ABD’nin hibe ettiği modern silahlarla donatılmış düşman, sınırlarımıza açtığı tüneller; komşu diye bildiğimiz İran ve Suriye‘nin “yıllardır verdiği” lojistik ve istihbarat desteğiyle ülkemizi kan denizine çevirdi. Biz ise türlü diplomatik manevralar, zorlu askeri harekâtlarla bu alçak saldırıları püskürtmeye çalışıyoruz.

Oysaki inlerinde boğmaya çalıştığımız teröristlere, İstanbul’un merkezinden selam gönderenleri engelleyemiyoruz. HDP‘nin hafta sonu yaptığı kongre, CHP’li Küçükçekmece Belediyesi’nin tahsis ettiği salonda, “PKK’lı teröristler için saygı duruşuyla” başlayabiliyor. Mehmetçiğin Suriye’nin kuzeyinde başını ezdiği teröristlerin intikamı için salonda bulunanlar ant içebiliyorlar.

Dünyanın hangi ülkesi buna tahammül edebilir, söyler misiniz? Dağlarda aradığımız teröristlerin, salonlarda karşımıza çıkıp, “siyasi parti kamuflajına” bürünmesine nasıl sabredebiliriz?

TERÖR KOALİSYONU

HDP, 2012 yılında terör örgütleri ve onlara destek veren sözde siyasi oluşumların ittifakıyla kurulmuş güya siyasi bir örgüt. İçinde eski eş başkanları Figen Yüksekdağ gibi MLKP terör örgütünün siyasi uzantısı ESP’den gelenler de var; “Bizleri bir araya getiren Sayın Öcalan’ı selamlıyorum” diyerek birlikteliklerinin mimarı terörist başına övgüler düzen Dev-Yol‘cu ÖDP‘li Sezai Temelli de…

Hatta FETÖ’nün başındaki iblise gözyaşları içinde şiir okuyan DSİP’li Mücteba Kılıç da. Ülkemizde her türlü ifsadın yaygınlaşması için kurulmuş Kaos GL gibi sapkın yapı da HDP’yi oluşturan HDK’nın bileşeni durumda. Kimler yok ki? Gezi eylemlerinde polise karşı silah kullanan kişilerin siyasi partisi olan SDP‘de, HDP’nin çatısı altında.
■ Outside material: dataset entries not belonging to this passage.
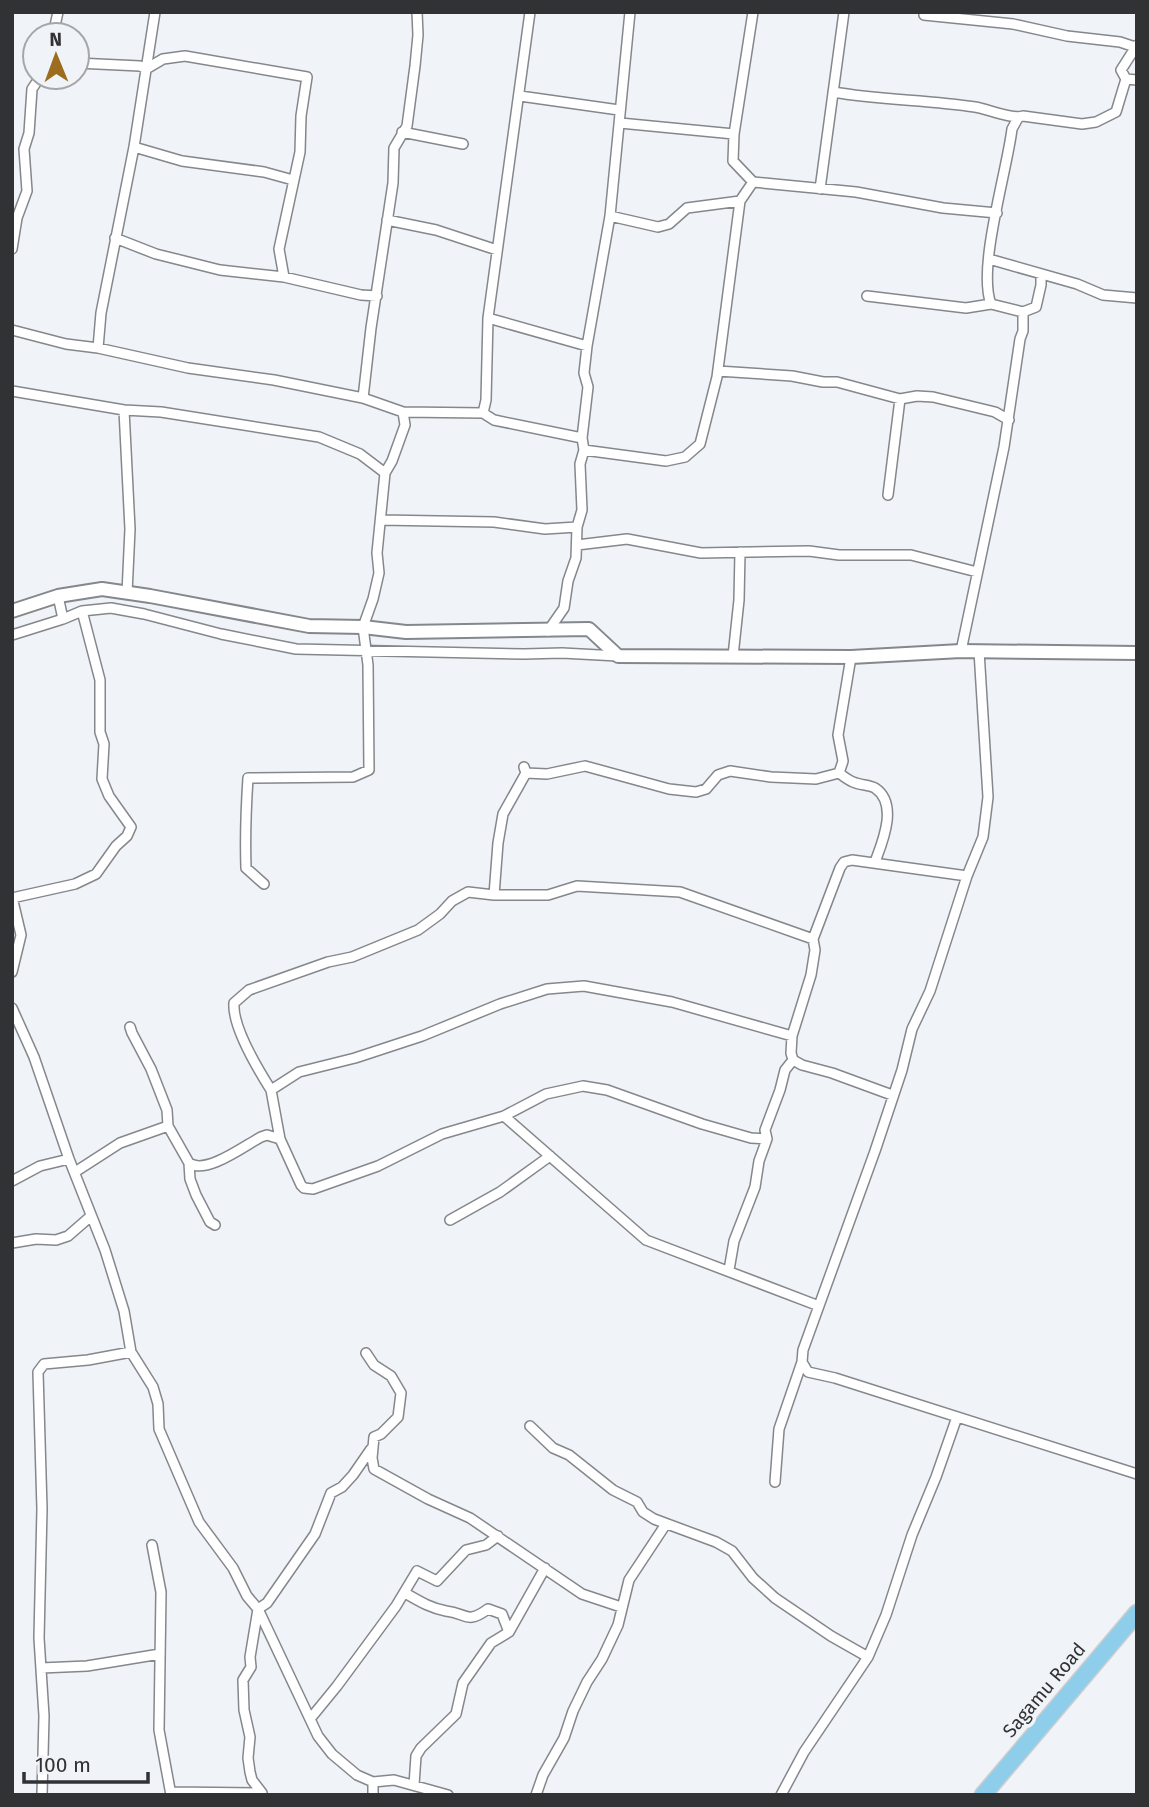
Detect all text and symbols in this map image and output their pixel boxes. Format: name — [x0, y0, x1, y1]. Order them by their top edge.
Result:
north arrow — [21, 21, 91, 91]
text: N — [49, 28, 62, 51]
street label: Sagamu Road — [998, 1638, 1090, 1742]
scale bar — [24, 1741, 149, 1785]
text: 100 m — [35, 1752, 91, 1778]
Bu örgütler “siyasi parti adını alınca adeta dokunulmazlık zırhına” bürünüyorlar.

SİYASETÇİ DEĞİL TERÖRİST YETİŞTİRİYORLAR

Mesela Suriye’de PKK saflarında ölen SDP MKYK üyesi Ulaş Bayraktaroğlu, sıradan bir PKK teröristi değil, komutan olarak biliniyordu. Fakat bu zatın Gezi teröründeki eylemleri yüzünden aldığı “kısa süreli tutukluluğu” dahi, siyasi mücadeleyi engelleme olarak gösterilip, günlerce konuşuldu.

Yasal siyasi partilerin yöneticileri ellerinde silah, dillerinde terör marşlarıyla her türlü faaliyeti yapabiliyorlar. Fakat sorarsanız ülkede “dikta” var. Elbette soruyu kime sorduğunuz da önemli. Terörü binlerce tır silahla destekleyen, parlamentolarında bunlara her türlü siyasi desteği veren Batılı “demokratik” ülkelere neyi soracak, neyi anlamalarını isteyeceksiniz?

Hala, “HDP terörle arasına mesafe koysun, siyasi mücadele yürütsün” diyenler ya bu örgütler koalisyonun gerçek maksadını anlayamayacak derecede ahmaklar ya da yangından medet umacak kadar hain.